Zur Konzernverantwortungsinitiative

Eigentlich könnte ich es mir als Theologe ganz einfach machen. Ich könnte ein paar Verse aus dem Buch des Propheten Amos im Ersten Testament, der Bibel der Juden und der ersten Christinnen und Christen, auswählen und dann hier zitieren.

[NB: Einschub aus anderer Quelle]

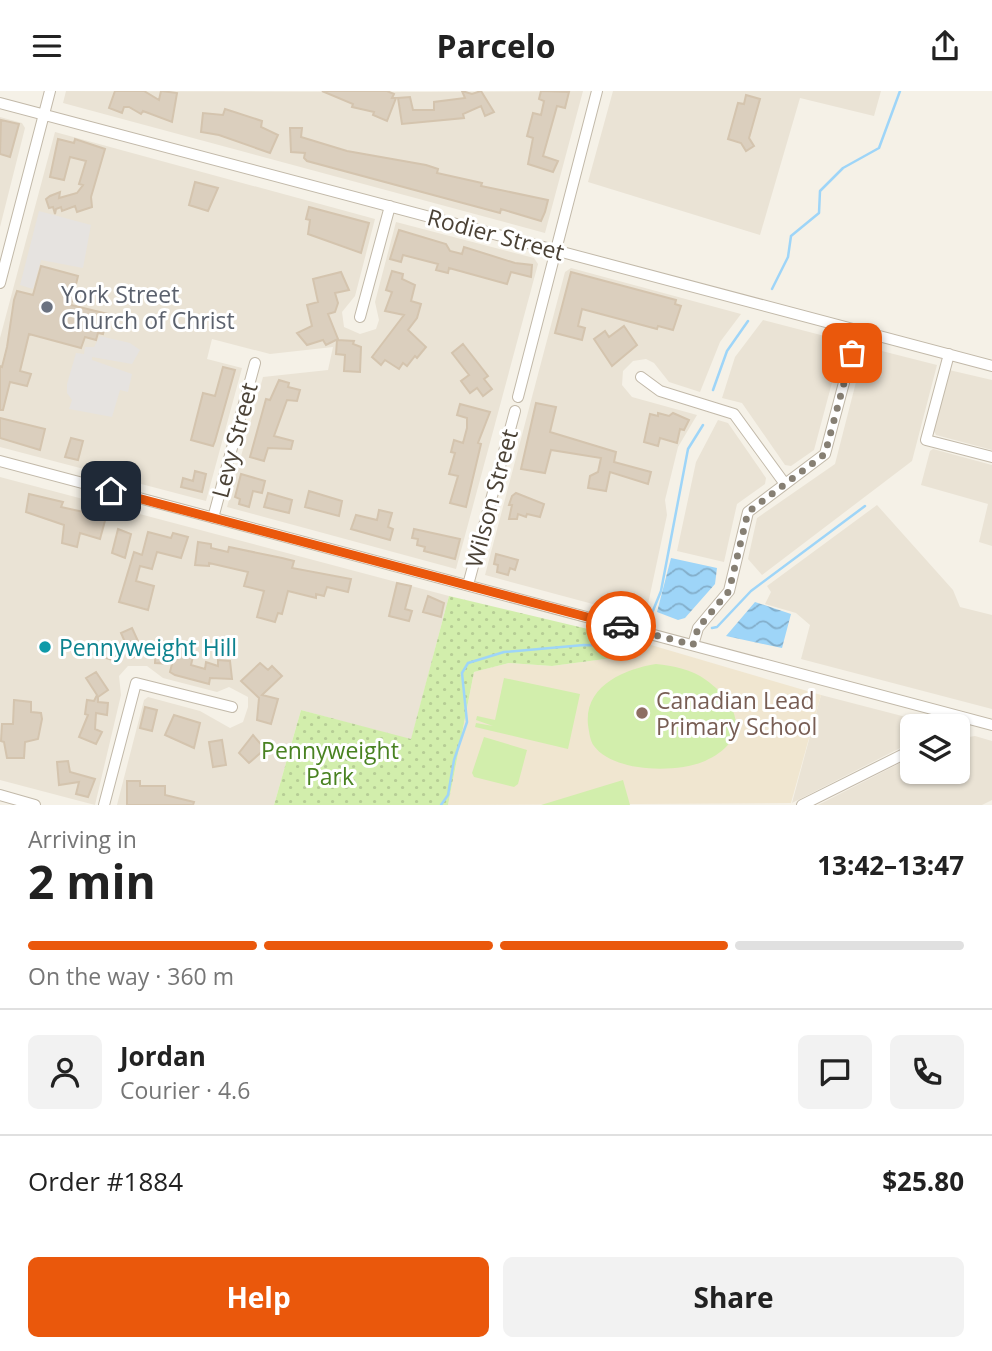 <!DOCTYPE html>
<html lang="en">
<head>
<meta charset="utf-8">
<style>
	:root { --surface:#fff; --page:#f2f2f2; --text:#222; --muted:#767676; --line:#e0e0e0; --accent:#ea580c }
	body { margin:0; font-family:"Open Sans",sans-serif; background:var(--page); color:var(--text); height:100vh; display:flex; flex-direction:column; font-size:26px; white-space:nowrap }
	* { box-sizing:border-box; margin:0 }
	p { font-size:23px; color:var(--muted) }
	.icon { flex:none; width:38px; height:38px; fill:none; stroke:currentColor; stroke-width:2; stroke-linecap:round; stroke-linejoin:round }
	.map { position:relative; height:714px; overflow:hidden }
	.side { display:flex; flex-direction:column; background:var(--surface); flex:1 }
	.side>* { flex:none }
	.fabs { position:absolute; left:900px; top:623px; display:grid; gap:14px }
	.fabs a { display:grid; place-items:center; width:70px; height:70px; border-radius:10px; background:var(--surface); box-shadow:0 2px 5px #0004; font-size:35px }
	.pin { position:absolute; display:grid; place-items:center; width:60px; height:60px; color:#fff; margin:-30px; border-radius:14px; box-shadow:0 4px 10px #0006 }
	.courier { position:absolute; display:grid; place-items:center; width:70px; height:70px; margin:-35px; border:5px solid #ea580c; border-radius:50%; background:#fff; color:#222; box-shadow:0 2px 9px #0007 }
	.head em { font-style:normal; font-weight:700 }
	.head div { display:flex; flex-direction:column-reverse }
	.head { display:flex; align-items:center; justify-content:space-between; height:119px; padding:0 28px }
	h1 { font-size:46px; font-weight:700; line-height:52px }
	.bar { display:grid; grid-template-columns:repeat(4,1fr); gap:10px 7px; align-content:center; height:84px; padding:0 28px }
	.bar i { height:9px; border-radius:5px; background:var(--line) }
	.bar .on { background:var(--accent) }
	.bar p { grid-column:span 4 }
	.line { display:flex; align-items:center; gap:18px; padding:0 28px; border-top:2px solid var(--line) }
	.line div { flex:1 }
	.round { display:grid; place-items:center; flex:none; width:74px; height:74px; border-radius:10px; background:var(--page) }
	.button { display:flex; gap:14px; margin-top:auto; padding:14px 28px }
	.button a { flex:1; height:80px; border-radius:10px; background:var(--accent); color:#fff; font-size:28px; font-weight:700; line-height:80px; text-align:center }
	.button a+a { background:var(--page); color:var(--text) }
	header { display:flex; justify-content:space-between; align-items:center; height:91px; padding:0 28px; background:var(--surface); font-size:32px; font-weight:700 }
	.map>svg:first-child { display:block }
	.residential { fill:#eae3d5 }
	.education { fill:#f0e6d0 }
	.grass { fill:#d2eeac }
	.park { fill:url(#park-dots) }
	.parking { fill:#e6e3e0 }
	.water { fill:url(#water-waves) }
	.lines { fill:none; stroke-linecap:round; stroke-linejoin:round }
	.stream { stroke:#9ed5f8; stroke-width:2.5 }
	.building { fill:#dbcfbe; stroke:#d4c4ae; stroke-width:2 }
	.minor-casing { stroke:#c2b9a9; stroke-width:12 }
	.minor { stroke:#fff; stroke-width:10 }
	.done { stroke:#867f73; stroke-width:7; stroke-dasharray:0 12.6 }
	.route { stroke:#ea580c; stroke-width:9 }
	.worship-dot { fill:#6b7280; stroke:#fff; stroke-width:2.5 }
	.culture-dot { fill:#0f9aa8; stroke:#fff; stroke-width:2.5 }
	.education-dot { fill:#8d6e63; stroke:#fff; stroke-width:2.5 }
	.labels { text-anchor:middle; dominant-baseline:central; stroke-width:6; stroke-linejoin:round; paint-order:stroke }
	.street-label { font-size:23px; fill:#4a4135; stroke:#fff }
	.worship-label { font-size:23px; fill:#5b616d; stroke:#fff; text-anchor:start }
	.culture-label { font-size:23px; fill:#0d838f; stroke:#fff; text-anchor:start }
	.education-label { font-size:23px; fill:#785e54; stroke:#fff; text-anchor:start }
	.park-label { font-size:23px; fill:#498221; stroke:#fff }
</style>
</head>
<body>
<header><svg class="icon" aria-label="menu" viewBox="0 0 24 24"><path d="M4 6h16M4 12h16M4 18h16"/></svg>Parcelo<svg class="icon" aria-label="share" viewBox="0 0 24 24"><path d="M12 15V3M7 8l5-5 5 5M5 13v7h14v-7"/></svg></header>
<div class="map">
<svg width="992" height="714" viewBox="0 0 992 714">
	<defs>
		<pattern id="park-dots" width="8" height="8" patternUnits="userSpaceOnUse" patternTransform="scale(1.75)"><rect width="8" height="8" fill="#d2eeac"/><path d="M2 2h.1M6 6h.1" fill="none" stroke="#b6cd95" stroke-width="1.8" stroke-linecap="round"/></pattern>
		<pattern id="water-waves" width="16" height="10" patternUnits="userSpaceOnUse" patternTransform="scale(1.75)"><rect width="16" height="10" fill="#9ed5f8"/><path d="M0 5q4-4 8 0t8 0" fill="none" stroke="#83aeca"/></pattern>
	</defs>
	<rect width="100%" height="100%" fill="#f5f1e7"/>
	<path class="residential" d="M66 0 428 1 583 0 545 142 63 12Z
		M613 0H881L874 25 800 7 760 144 588 91Z
		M0 26 22 32 25 37 0 136Z
		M55 41 375 128 355 205 342 221 344 236 360 243 376 238 379 229 375 211 396 131 534 167 538 173 456 478 227 416 263 286 328 279 333 256 270 263 212 248 207 268 242 277 206 410 0 356V247Z
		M571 177 741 223 720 251 700 301 669 291 654 272 646 268 633 270 623 280 622 294 632 306 697 324 678 356 665 409 667 424 645 527 485 484 565 181Z
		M763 229 840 249 842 254 814 359 791 375 785 374 742 312 722 307 735 266Z
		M870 257 937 274 912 370 762 484 748 468 757 427 835 373 864 260Z
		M949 279 992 289V359L936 344 934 340Z
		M718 329 728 332 766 387 765 393 737 413 724 471 677 460 696 371Z
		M933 358 992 374V455L979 451 988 413 921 394 930 360Z
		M0 386 449 505 411 649 301 619 274 714H117L144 609 148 606 200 620 230 637 243 631 248 616V606L229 596 217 601 163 587 147 575H128L119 585 121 604 95 714 0 689Z
		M877 414 953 499 960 516 992 524V618L801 568 810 534 796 522 765 513 771 501 767 495Z
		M821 604 933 633V635H912V651L792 712Z
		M975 645 992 650V709L982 714H818L912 666V681H957V648Z"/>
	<path class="education" d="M634 549 821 604 791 712 448 714 474 581 509 572 552 575 619 566Z"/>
	<path class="grass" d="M656 573C673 575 692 578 706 589 742 615 750 650 705 670 678 682 614 682 594 655 590 650 589 640 588 634 584 595 624 578 656 573Z
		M504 587 580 603 568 658 475 636 476 632 493 635 476 629 477 625 495 629Z
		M484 646 527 659 518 693 514 696 474 686 472 682Z
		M623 689 630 714H541Z"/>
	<path class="park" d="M449 505 634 549 620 566 552 575 509 572 474 581 448 714H274L301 619 411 648Z"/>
	<path class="parking" d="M39 120 91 134 83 177 41 169 33 198 20 194Z
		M100 245 130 252 140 259 132 273 92 266V269L132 283 128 301 120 299 112 326 69 318 72 309 67 302V293L76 262 84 263 85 256H94Z"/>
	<path class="water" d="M671 467 717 477 715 493 685 527 678 529 657 521Z
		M755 511 791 523 782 557 726 545Z"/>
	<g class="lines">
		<path class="stream" d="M772 198 788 166 791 145 819 122 820 100 843 77 879 57 900 0
			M713 299 727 260 748 230
			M650 527 661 500 688 358 703 334
			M712 537 717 536 751 500 865 415
			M441 714 448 704 454 669 467 631 462 582 468 572 504 561 584 554 614 555 628 546"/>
	</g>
	<path class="building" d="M115 0H144L159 9 161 0 177 2 172 31 143 20 141 23 129 16H124L122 22 109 17Z
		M322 0H387L394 3 392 7H396L387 30 373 24 374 21 352 16 353 13Z
		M462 0 472 3 481 0 494 21 485 25 481 15 463 23 464 27 402 33 398 7 410 6 413 19H434V11L465 7Z
		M541 0 569 1 565 17 557 15 543 65 558 70 553 81 528 73 533 47 527 45 533 22 541 24 544 10 539 8Z
		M746 4 760 8 749 47 754 55 746 60 741 52 728 48 738 12 744 13Z
		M225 18 262 30 261 36 278 44 270 62 219 44 201 41 203 22 223 24Z
		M1 29 19 33 10 66 0 63Z
		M290 37H302L301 46 347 60 426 74 438 78 437 82 482 92 481 95 548 109 545 121 541 130 501 118 500 122 307 70 304 67 305 62 291 61Z
		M58 48 74 52 75 48 105 58 91 106 92 116 77 121 75 115 62 120 61 116 56 118 55 123 53 116 49 117 46 108 50 105 60 101 59 107 77 102 83 94 79 93 86 70 70 66 64 89 50 86Z
		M195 91 218 97 208 120 189 114Z
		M309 116 369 132 361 162 308 143 310 129 306 128Z
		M399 139 446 153 450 160 462 163 464 156 515 172 532 174 531 186 511 181 507 193 449 177 448 182 436 179 438 173 403 164 401 171 390 168Z
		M41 175 78 185 71 214 108 223 103 243 98 242 96 249 85 246 81 257 29 243 20 280 31 283 27 295 10 291 3 319H0V275L2 276 7 256 14 209 17 200 33 204Z
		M392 180 403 183 402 188 415 194 411 210 421 213 417 227 408 239 426 256 417 267 415 265 407 275 403 272 399 278 385 269 381 274 372 266 404 224 385 220 392 201 386 199Z
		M341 181 349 199 335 202 338 212 335 221 328 223 338 248 326 254 323 249 307 254 297 242 312 235 307 214 318 211 313 188Z
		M571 181 676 209 675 213 681 215 673 239 658 235 657 238 582 218 578 235 585 237 582 249 555 242Z
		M624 235 637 254 612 275 594 248 605 240 609 246Z
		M337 249 354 250 353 253 361 256 360 281 344 280 345 264 336 263Z
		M463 253 488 285 484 288 492 298 483 305 477 297 470 302 461 290 469 284 452 262Z
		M223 276 235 279 215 350 213 355 191 349 203 302 215 305Z
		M279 289 289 292 288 296 300 299 297 310 287 309 274 345 293 350 291 358 268 357 264 370 250 366 266 308 270 309Z
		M536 312 556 316 550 341 616 361 614 371 651 381 648 393 610 381 606 400 588 397 590 385 598 381 601 367 551 359 545 382 521 378Z
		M460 313 490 321 478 352 481 353 466 416 450 412 458 385 449 383 455 362 451 361 454 349 463 352 467 337V327L457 324Z
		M658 322 669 325 673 322 689 329 684 339 680 338 677 352 660 347 658 355 644 351 650 323 658 325Z
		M0 327 45 338 40 359 0 347Z
		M71 347 83 350 78 369 65 366Z
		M195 380 206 383 202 401 181 396 183 387 193 390Z
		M241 383 265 390 262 402 253 400 249 416 239 413 240 408 235 406Z
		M309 400 342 410 339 425 305 416Z
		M268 402 292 409 289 422 264 416Z
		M516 402 544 413 540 426 527 423 526 426 518 423 517 428H509L512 414H509L512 405Z
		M29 403 63 411 61 416 106 426 100 448 80 442 77 456 62 452 64 434 26 421Z
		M379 419 392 422 388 436 393 438 390 449 351 438 356 424 377 429Z
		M118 438 131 443 125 467 112 462Z
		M414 438 460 448 455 468 424 460 425 456 417 454 418 448 412 447Z
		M148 441 171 447 173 442 188 446 181 467 157 461 152 478 140 475 136 490 154 495 148 519 119 511 134 461 142 464Z
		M198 451 211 453V457L228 461 229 456 282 467 294 470 292 477 351 488 348 501 327 496 324 505 316 503V507L288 500 282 523 278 522 275 531 257 526 264 500 244 495 248 481 209 472V475L195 474Z
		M496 463 518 469 515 479 510 477 508 484 497 481 498 474 494 473Z
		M397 492 411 495 405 518 412 520 409 530 389 525Z
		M428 505 444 512 441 526 423 521Z
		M132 537 143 561 132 567 121 542Z
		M159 549 194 561 191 574 205 578 206 571 218 575V569L230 570 232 588 210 587 209 593 175 584 170 581 172 573 155 572 156 552Z
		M97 552 120 561 116 570 93 563Z
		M260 572 268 579 272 575 282 585 262 604 278 608 271 633 257 629 259 607 241 590Z
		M96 581 108 599 98 606V611L108 612 107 624 96 622 95 638 102 641 96 653 79 646 88 624 85 623 87 609 94 610 97 604 86 587Z
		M14 609 31 611V621L41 622 42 628 38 648 25 651 24 667H7L4 651 1 650 2 633H13Z
		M145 616 157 619 152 640 140 637Z
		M174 624 200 632 194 657 165 644Z
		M253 644 265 658 249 672 239 662Z
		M222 649 226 674 213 676 209 651Z
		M68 670 70 681 95 688 88 706 76 703 79 691 59 694 57 671Z
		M127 690H140V695H165V704L194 711 193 714H127Z"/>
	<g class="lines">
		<g class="minor-casing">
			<path id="minor" d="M0 12 992 275
				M0 192 50 0
				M360 226 390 115
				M949 263 926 349 992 366
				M641 286 660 300 734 323 785 393
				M518 306 597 0
				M0 370 992 634
				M213 427 255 272
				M468 494 515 320
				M693 554 698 537 729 500 748 421 825 363 858 239
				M942 635 947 622
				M0 704 35 714
				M104 714 136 592 232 616
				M802 714 912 659"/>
		</g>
		<use href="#minor" class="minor"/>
	</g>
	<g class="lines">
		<path class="done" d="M621 535 693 554 698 537 729 500 748 421 825 363 852 262"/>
		<path class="route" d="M111 400 621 535"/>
	</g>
	<circle class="worship-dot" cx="47" cy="216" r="7"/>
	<circle class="culture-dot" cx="45" cy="556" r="7"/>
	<circle class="education-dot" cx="642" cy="622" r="7"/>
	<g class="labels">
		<g class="street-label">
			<text transform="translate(496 143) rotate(15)">Rodier Street</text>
			<text transform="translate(234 349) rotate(-75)">Levy Street</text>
			<text transform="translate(491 407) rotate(-75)">Wilson Street</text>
		</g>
		<g class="worship-label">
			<text x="61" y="203">York Street<tspan x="61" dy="26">Church of Christ</tspan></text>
		</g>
		<g class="culture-label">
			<text x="59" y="556">Pennyweight Hill</text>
		</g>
		<g class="education-label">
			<text x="656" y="609">Canadian Lead<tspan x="656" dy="26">Primary School</tspan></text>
		</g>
		<g class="park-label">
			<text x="330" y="659">Pennyweight<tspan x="330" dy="26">Park</tspan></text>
		</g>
	</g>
</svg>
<div class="fabs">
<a><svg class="icon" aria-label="layers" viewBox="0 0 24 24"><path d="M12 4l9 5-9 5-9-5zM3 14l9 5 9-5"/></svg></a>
</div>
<div class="pin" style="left:852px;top:262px;background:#ea580c"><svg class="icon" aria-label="bag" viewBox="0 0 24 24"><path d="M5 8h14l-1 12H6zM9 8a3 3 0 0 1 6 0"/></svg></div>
<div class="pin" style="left:111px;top:400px;background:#1f2937"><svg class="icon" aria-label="home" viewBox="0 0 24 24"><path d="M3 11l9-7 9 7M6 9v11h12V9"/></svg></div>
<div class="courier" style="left:621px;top:535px"><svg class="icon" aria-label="car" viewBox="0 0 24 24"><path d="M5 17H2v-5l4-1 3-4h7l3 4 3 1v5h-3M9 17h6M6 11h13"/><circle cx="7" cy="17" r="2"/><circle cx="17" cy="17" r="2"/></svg></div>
</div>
<section class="side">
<div class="head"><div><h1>2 min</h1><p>Arriving in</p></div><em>13:42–13:47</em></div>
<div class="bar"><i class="on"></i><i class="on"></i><i class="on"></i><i></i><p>On the way · 360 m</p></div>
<div class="line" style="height:126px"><a class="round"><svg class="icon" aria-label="person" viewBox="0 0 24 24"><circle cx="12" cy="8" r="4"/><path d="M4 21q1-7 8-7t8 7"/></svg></a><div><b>Jordan</b><p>Courier · 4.6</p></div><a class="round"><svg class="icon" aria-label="chat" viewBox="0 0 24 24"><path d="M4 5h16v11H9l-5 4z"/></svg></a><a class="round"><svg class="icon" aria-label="phone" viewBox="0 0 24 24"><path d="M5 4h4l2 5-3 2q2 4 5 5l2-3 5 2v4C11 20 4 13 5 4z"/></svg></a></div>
<div class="line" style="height:91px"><div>Order #1884</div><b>$25.80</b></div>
<div class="button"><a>Help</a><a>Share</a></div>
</section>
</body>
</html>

Denn gar so weit weg wie die etwa 2750 Jahre, die zwischen dem Mann aus Tekoa in der Nachbarschaft Jerusalems und uns liegen, erscheinen lassen, so weit weg von uns ist der Amos gar nicht.

Der schaut hinter die Kulissen seiner Zeit und sieht, dass der Wohlstand der Reichen und Glücklichen gebaut ist auf Leid und Elend der Armen: «Hört dies Wort, ihr fetten Kühe, die ihr auf dem Berge Samarias seid und den Geringen Gewalt antut und schindet die Armen und sprecht zu euren Herren: Bringt her, lasst uns saufen!» (Amos 4,1). Das klingt wie eine Beschreibung der Schattenseiten der Globalisierung, von der wir alle in der wohlhabenden Schweiz profitieren.

Dies zu benennen, auf die sozialen, ökonomischen und ökologischen Probleme in den entwickelnden Ländern hinzuweisen, die die Globalisierung mit sich bringt, das haben wir wenigstens in den letzten Jahren gelernt. Nur, die Konsequenzen daraus wollen wir nicht ziehen – und wenn ich hier «wir» schreibe, dann beziehe ich das sehr bewusst auch auf mich.

Die Konzernverantwortungsinitiative ist immerhin schon einmal ein erster, wichtiger Schritt hin zu einer Gesellschaft, die anerkennt, dass sie weltweit vernetzt ist. Regeln, Richtlinien, Gesetze und Ordnungen müssen weltweit auf gleichem Standard gelten, sonst taugen sie nichts. Dass und in welchem Masse die Menschenrechte der Vereinten Nationen gelten, kann und darf nicht eine Frage des Wohnortes auf diesem Planeten sein.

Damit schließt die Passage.